WHAT TO DO:
Exactly as written, copy the lines that run from the start of the data below to the line containing "font-size:13px; font-weight:400; color:#767676", both ends included.

________

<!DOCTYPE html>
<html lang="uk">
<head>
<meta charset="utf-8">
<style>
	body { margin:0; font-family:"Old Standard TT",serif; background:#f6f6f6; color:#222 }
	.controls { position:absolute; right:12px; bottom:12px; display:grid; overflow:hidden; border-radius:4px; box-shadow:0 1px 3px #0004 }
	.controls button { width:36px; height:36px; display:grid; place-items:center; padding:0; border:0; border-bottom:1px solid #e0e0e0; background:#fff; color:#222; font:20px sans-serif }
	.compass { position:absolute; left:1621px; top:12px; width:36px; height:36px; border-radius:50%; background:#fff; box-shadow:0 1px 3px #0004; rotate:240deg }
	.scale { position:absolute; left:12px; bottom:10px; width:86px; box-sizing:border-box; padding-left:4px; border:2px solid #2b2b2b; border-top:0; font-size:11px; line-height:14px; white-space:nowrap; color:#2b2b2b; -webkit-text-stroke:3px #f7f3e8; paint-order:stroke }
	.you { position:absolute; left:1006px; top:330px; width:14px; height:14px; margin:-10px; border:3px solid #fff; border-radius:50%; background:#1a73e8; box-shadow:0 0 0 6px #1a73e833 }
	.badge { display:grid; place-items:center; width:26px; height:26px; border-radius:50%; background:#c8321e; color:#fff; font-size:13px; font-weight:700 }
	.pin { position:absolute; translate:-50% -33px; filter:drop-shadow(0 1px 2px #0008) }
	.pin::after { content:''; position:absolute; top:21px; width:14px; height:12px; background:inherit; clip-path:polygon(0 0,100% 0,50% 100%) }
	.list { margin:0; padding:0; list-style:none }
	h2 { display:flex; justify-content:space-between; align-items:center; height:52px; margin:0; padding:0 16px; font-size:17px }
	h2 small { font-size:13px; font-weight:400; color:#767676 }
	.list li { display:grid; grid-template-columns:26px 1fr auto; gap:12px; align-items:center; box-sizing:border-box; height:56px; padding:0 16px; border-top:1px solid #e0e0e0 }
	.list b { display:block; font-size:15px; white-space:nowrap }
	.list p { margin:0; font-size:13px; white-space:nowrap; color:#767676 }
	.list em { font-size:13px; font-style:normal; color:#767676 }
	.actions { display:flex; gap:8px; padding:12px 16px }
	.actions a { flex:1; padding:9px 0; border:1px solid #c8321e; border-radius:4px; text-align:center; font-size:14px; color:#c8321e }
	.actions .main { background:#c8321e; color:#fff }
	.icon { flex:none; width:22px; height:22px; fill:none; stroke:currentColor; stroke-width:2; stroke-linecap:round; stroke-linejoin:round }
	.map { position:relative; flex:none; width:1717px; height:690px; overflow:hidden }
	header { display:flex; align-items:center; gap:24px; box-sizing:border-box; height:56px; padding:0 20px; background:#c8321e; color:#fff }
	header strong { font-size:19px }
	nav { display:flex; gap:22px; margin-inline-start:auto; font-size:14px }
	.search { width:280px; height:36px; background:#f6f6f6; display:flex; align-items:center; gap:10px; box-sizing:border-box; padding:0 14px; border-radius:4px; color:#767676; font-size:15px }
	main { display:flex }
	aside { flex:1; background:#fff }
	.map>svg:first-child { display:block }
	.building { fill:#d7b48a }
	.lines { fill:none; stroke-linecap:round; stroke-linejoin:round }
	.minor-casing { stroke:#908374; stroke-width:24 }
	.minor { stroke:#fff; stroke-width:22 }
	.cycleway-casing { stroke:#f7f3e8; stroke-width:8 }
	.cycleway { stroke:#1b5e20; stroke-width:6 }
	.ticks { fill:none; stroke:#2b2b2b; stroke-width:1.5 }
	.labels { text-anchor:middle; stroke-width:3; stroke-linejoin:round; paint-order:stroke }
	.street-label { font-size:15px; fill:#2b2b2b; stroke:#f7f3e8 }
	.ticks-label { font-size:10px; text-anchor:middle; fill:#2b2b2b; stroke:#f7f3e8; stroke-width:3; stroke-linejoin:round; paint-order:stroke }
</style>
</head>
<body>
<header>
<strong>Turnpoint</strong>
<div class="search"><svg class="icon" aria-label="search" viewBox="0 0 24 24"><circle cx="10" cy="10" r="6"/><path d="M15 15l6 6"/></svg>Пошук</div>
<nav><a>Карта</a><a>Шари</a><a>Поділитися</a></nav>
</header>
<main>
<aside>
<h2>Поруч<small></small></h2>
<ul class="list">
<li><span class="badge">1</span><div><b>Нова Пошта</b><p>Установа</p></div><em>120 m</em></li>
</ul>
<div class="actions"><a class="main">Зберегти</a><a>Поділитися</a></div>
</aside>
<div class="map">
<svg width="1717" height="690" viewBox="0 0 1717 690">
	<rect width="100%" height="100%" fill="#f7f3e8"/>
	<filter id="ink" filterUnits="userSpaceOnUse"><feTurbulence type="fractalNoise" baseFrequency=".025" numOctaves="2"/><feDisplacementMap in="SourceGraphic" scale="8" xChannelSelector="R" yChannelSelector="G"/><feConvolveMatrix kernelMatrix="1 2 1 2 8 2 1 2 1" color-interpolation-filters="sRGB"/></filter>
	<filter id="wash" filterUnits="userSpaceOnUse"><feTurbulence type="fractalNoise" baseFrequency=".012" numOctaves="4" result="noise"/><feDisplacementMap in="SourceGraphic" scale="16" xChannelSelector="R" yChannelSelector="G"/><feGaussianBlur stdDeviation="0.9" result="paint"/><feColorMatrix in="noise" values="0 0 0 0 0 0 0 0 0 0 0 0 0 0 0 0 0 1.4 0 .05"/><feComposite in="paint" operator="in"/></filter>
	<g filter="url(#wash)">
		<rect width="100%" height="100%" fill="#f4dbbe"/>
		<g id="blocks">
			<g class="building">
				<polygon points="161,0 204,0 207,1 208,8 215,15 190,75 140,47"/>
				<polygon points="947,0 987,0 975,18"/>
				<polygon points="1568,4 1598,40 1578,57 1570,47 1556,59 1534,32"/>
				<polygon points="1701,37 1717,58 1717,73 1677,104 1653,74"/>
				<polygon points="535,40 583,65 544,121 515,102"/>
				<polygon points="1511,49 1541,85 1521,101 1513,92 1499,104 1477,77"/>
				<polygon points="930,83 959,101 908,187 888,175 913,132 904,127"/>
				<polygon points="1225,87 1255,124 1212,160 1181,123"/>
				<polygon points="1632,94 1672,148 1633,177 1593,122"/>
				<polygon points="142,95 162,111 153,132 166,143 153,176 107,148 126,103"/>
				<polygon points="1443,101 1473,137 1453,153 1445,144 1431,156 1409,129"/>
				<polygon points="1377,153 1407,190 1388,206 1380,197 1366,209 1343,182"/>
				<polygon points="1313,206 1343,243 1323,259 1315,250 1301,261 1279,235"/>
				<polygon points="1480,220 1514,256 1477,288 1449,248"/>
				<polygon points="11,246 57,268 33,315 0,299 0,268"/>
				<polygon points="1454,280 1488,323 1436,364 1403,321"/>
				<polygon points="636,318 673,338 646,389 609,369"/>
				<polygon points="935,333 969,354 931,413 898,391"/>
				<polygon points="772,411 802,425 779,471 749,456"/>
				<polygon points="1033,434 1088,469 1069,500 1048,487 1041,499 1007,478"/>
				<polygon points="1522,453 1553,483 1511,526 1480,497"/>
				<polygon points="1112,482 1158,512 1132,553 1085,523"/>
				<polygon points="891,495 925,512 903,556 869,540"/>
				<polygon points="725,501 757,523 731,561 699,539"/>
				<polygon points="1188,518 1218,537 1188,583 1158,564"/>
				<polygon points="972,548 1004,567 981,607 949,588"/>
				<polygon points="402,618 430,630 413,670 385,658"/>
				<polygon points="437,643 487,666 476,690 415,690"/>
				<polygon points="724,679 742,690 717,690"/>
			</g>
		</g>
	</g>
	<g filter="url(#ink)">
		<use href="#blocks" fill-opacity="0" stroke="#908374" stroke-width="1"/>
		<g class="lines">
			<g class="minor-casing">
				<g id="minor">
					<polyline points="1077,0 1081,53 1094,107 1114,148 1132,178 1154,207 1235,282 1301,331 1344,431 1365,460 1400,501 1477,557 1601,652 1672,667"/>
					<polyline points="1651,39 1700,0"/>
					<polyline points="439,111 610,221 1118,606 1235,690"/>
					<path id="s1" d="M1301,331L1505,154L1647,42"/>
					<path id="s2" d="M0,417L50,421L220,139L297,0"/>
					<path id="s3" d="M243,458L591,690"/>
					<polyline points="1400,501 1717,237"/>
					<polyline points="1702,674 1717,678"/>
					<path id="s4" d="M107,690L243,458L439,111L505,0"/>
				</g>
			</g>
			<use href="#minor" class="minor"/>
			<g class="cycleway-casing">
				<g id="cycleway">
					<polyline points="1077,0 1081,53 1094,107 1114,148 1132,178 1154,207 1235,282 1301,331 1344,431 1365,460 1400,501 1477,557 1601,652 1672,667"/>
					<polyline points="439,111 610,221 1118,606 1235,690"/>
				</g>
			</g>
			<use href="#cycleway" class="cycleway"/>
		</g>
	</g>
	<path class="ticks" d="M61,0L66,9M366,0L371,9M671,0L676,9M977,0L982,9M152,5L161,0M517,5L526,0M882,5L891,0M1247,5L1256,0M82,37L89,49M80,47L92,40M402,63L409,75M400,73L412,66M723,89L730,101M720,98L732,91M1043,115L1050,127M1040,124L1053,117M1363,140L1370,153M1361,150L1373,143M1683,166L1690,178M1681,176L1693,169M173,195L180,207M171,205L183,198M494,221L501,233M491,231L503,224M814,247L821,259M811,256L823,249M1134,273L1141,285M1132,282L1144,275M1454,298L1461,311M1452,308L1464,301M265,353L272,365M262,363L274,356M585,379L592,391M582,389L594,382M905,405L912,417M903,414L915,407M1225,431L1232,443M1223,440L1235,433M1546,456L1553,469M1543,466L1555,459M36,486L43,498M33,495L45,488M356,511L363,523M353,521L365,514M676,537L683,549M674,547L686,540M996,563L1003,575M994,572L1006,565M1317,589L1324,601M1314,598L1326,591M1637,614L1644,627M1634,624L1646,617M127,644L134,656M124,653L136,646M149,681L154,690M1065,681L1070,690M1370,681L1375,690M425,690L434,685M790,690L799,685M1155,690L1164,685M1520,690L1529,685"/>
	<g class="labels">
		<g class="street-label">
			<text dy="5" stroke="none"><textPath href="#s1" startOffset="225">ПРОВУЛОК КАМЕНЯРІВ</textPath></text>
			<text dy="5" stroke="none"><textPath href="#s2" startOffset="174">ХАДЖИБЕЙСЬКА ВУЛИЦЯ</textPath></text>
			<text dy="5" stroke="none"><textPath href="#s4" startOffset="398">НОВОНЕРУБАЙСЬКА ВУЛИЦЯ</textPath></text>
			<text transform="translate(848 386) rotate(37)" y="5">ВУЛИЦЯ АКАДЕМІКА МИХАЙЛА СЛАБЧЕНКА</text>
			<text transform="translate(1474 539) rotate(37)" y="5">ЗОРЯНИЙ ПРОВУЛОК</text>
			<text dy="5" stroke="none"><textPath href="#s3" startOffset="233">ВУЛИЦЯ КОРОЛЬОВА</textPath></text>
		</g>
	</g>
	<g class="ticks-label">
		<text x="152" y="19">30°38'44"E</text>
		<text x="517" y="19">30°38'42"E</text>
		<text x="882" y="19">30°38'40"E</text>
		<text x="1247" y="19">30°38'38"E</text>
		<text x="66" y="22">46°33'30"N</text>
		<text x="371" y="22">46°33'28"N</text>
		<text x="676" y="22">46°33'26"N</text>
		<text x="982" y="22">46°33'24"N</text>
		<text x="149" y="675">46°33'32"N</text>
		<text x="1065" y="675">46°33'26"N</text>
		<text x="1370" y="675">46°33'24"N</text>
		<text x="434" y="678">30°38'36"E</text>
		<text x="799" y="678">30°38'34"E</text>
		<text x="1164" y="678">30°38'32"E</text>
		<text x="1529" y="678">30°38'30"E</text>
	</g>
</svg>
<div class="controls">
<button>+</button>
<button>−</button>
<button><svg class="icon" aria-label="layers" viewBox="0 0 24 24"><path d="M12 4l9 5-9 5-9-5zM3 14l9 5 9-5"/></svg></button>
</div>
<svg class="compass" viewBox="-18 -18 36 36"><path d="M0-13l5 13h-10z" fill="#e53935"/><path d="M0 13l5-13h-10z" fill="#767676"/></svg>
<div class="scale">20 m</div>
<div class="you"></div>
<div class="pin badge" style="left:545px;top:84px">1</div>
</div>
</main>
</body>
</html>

________

RESULT:
<!DOCTYPE html>
<html lang="uk">
<head>
<meta charset="utf-8">
<style>
	body { margin:0; font-family:"Old Standard TT",serif; background:#f6f6f6; color:#222 }
	.controls { position:absolute; right:12px; bottom:12px; display:grid; overflow:hidden; border-radius:4px; box-shadow:0 1px 3px #0004 }
	.controls button { width:36px; height:36px; display:grid; place-items:center; padding:0; border:0; border-bottom:1px solid #e0e0e0; background:#fff; color:#222; font:20px sans-serif }
	.compass { position:absolute; left:1621px; top:12px; width:36px; height:36px; border-radius:50%; background:#fff; box-shadow:0 1px 3px #0004; rotate:240deg }
	.scale { position:absolute; left:12px; bottom:10px; width:86px; box-sizing:border-box; padding-left:4px; border:2px solid #2b2b2b; border-top:0; font-size:11px; line-height:14px; white-space:nowrap; color:#2b2b2b; -webkit-text-stroke:3px #f7f3e8; paint-order:stroke }
	.you { position:absolute; left:1006px; top:330px; width:14px; height:14px; margin:-10px; border:3px solid #fff; border-radius:50%; background:#1a73e8; box-shadow:0 0 0 6px #1a73e833 }
	.badge { display:grid; place-items:center; width:26px; height:26px; border-radius:50%; background:#c8321e; color:#fff; font-size:13px; font-weight:700 }
	.pin { position:absolute; translate:-50% -33px; filter:drop-shadow(0 1px 2px #0008) }
	.pin::after { content:''; position:absolute; top:21px; width:14px; height:12px; background:inherit; clip-path:polygon(0 0,100% 0,50% 100%) }
	.list { margin:0; padding:0; list-style:none }
	h2 { display:flex; justify-content:space-between; align-items:center; height:52px; margin:0; padding:0 16px; font-size:17px }
	h2 small { font-size:13px; font-weight:400; color:#767676 }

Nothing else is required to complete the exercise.